In Kansas, as in most places, college sports fandom is tempered by whichever professional teams are nearby. I liked the Kansas Jayhawks a lot, but I liked the Kansas City Royals more. (This will date me but in my childhood, the Kansas City Royals were a professional baseba…wait, they still are?)
There are no such professional distractions in Iowa. When I arrived in Ames for college, my new Iowa-bred friends lamented their plight but – as Iowans are prone to doing – put a brave face on it. “We get to pick,” they said. And pick they did. Some people became Vikings/Twins fans, some Bears/Cubs fans, some Chiefs/Royals fans. Some outliers picked the Packers. One of my roommates was a Yankees and Redskins fan, a fact that drove me almost as insane as his superiority in the engineering classes we took together.
These relatively far-flung professional sports teams served only as mild background noise to the important stuff: the neverending battle between the University of Iowa and Iowa State, a rivalry that, truth be told, is a shockingly good-natured one. I have heard no stories of poisoned trees in Iowa City or kidnapped mascots in Ames. (Though it would be difficult to kidnap a tornado.)
The general respectfulness of the Iowa/Iowa State rivalry should be traced more to the kindness of the average Iowan than to any shortage of acrimony between fans of the two schools. The University of Iowa is seen by Iowa Staters as the pretentious, bourgeois institution that might as well be in Chicago. Iowa State, by Iowa fans, as a farmer-stocked backwater somewhere near Montana.
Iowa and Iowa State are not in the same conference. Nonetheless, the mostly-kindhearted enmity between the two schools illustrated to me how important rivalries are to the fans who embrace them.
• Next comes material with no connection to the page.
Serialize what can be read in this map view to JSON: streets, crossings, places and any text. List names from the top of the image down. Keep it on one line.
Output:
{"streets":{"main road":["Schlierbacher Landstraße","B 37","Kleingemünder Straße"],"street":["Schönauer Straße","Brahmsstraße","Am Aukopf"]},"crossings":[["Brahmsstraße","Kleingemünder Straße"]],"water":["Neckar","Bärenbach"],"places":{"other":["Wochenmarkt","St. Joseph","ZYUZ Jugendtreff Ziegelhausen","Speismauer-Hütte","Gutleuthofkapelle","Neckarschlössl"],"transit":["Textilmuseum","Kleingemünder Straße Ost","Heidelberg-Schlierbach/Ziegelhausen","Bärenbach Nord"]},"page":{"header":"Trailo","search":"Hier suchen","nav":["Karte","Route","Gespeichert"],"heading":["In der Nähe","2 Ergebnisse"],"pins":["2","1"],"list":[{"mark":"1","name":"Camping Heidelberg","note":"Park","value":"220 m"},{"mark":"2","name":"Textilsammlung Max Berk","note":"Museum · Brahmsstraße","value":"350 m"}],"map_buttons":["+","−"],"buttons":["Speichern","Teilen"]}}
And further, how college sports would be a shell of itself without those rivalries.
I noticed that Iowa State had other “enemies”: Nebraska football. Kansas basketball. Any other school in the Big XII that was also under the mistaken impression that Iowa State is a farmer-stocked backwater somewhere near Montana. These rivalries were not the overnight creation of a realignment czar. They had developed slowly, over almost a century. The Big Eight, the conference that preceded the Big XII, was formed (as the Missouri Valley Intercollegiate Athletic Association) in 1907. Iowa State joined in 1908, and by 1927, six of the eight final members were in place, with only Colorado (1948) and Oklahoma State (1958) to come.
A long time, then, for Iowa State to develop its identity as perennial underdog.
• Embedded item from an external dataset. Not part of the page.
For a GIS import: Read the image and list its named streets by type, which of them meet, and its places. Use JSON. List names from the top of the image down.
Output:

In the current conference shakeup, in which our (Midwesterners’) Big XII conference faces bombardment from the SEC, the Big Ten, and the Pac-1,116, it becomes easy to overlook underdogs like Iowa State (or Kansas State, or Baylor, or Texas Tech). Schools like Texas, with their short memories and big budgets, forget that they need these underdogs almost as much as they need their superior players and well-compensated coaches.
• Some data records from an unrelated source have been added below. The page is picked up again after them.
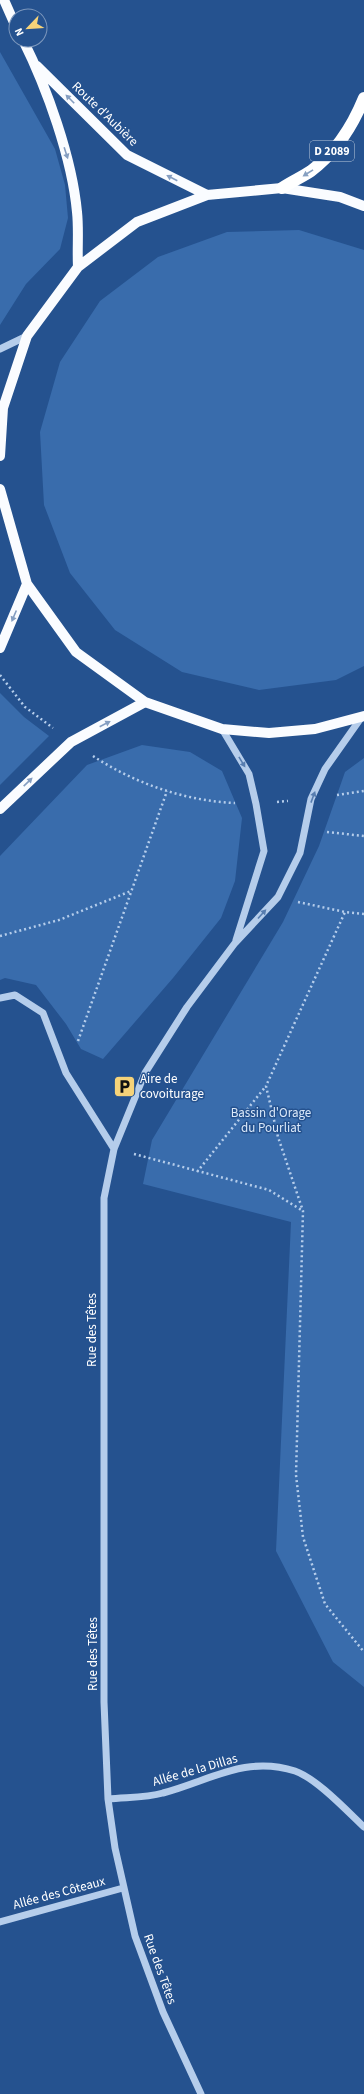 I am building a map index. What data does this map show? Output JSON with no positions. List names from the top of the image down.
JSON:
{
  "streets": {
    "highway": ["D 2089"],
    "main road": ["Route d'Aubière"],
    "street": ["Rue des Têtes", "Allée de la Dillas", "Allée des Côteaux"]
  },
  "crossings": [
    ["Rue des Têtes", "Allée de la Dillas"],
    ["Rue des Têtes", "Allée des Côteaux"]
  ],
  "parks": ["Bassin d'Orage du Pourliat"],
  "places": {
    "parking": ["Aire de covoiturage"]
  },
  "north": "bottom left"
} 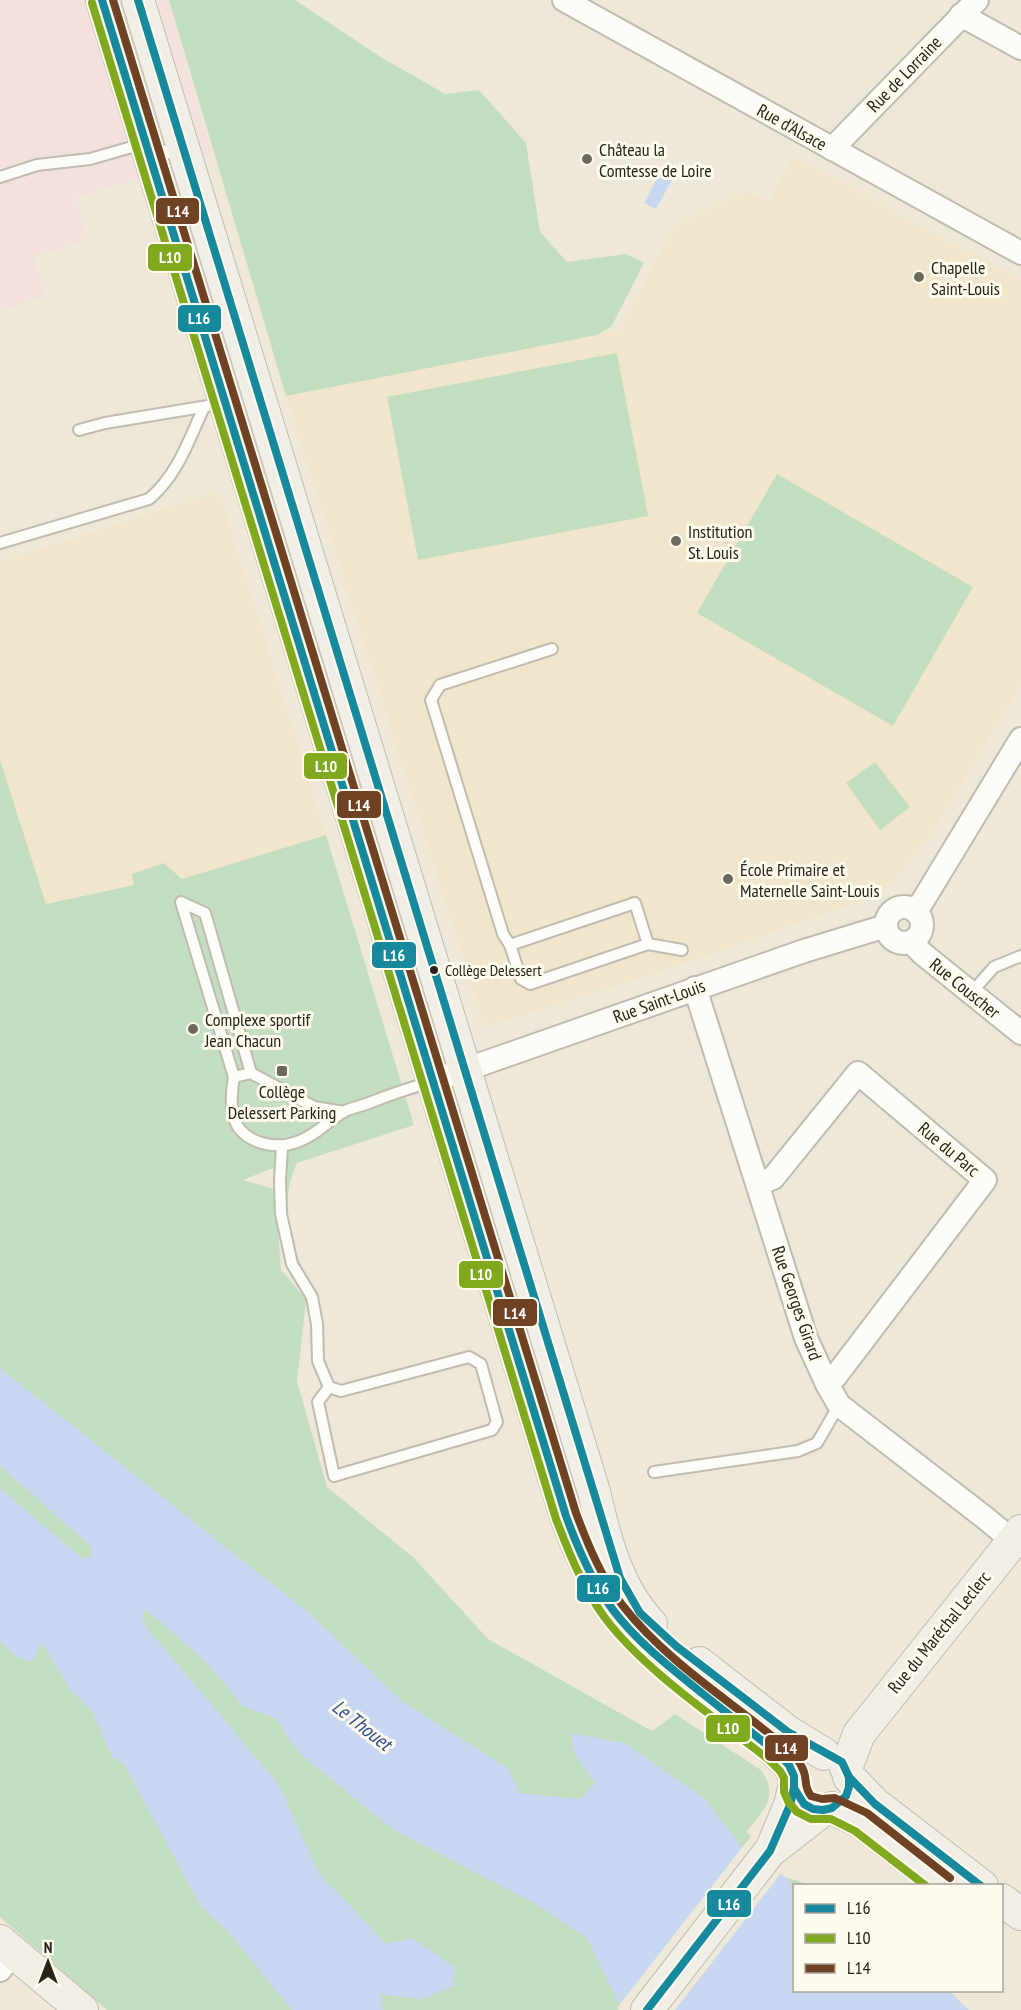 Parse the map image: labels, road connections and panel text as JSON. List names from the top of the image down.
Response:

The underdogs have fans, too. And, paradoxically, those fans are their fans.
Iowa State fans are also Texas fans. Not because Iowa State fans cheer for Texas, but because Iowa State fans are watching Texas games. Sure, those fans are watching to cheer against Texas, but they’re still watching.
Regional interest then becomes national interest. People in New York or Los Angeles or Seattle don’t care about Texas football because of Texas wins against Akron and South Florida. They care because of wins against Texas A&M (ungrateful wretches that they are) and, yes, Iowa State. Not because someone in New York or Los Angeles or Seattle cares, immediately, about Texas vs. Iowa State, but because a whole bunch of sports-starved, well-meaning people in Iowa care about Texas vs. Iowa State. There are a lot of these people, and when they care about something, then someone in New York or Los Angeles or Seattle cares about Texas vs. Iowa State. Those big-city folk (as someone from the Midwest might say) only care because someone else cares. Iowa State vs. Texas, or Iowa State vs. Nebraska, or Iowa State vs. Kansas: these rivalries are interesting to everyone (and lucrative for the involved schools) because of a devoted few.
Take away those natural, slow-developing rivalries – because someone thinks Iowa State isn’t generating enough revenue or because Texas or Nebraska or Oklahoma thinks it will forever remain atop the college football mountain – and the interest in the football played by the most powerful schools begins to erode. Distill college sports to the point that it becomes a matchup of only the thirty-two biggest and best college football programs and you run the risk of alienating Iowa State fans who, it turns out, are far more numerous, far more passionate, and far more important than anyone seems to recall.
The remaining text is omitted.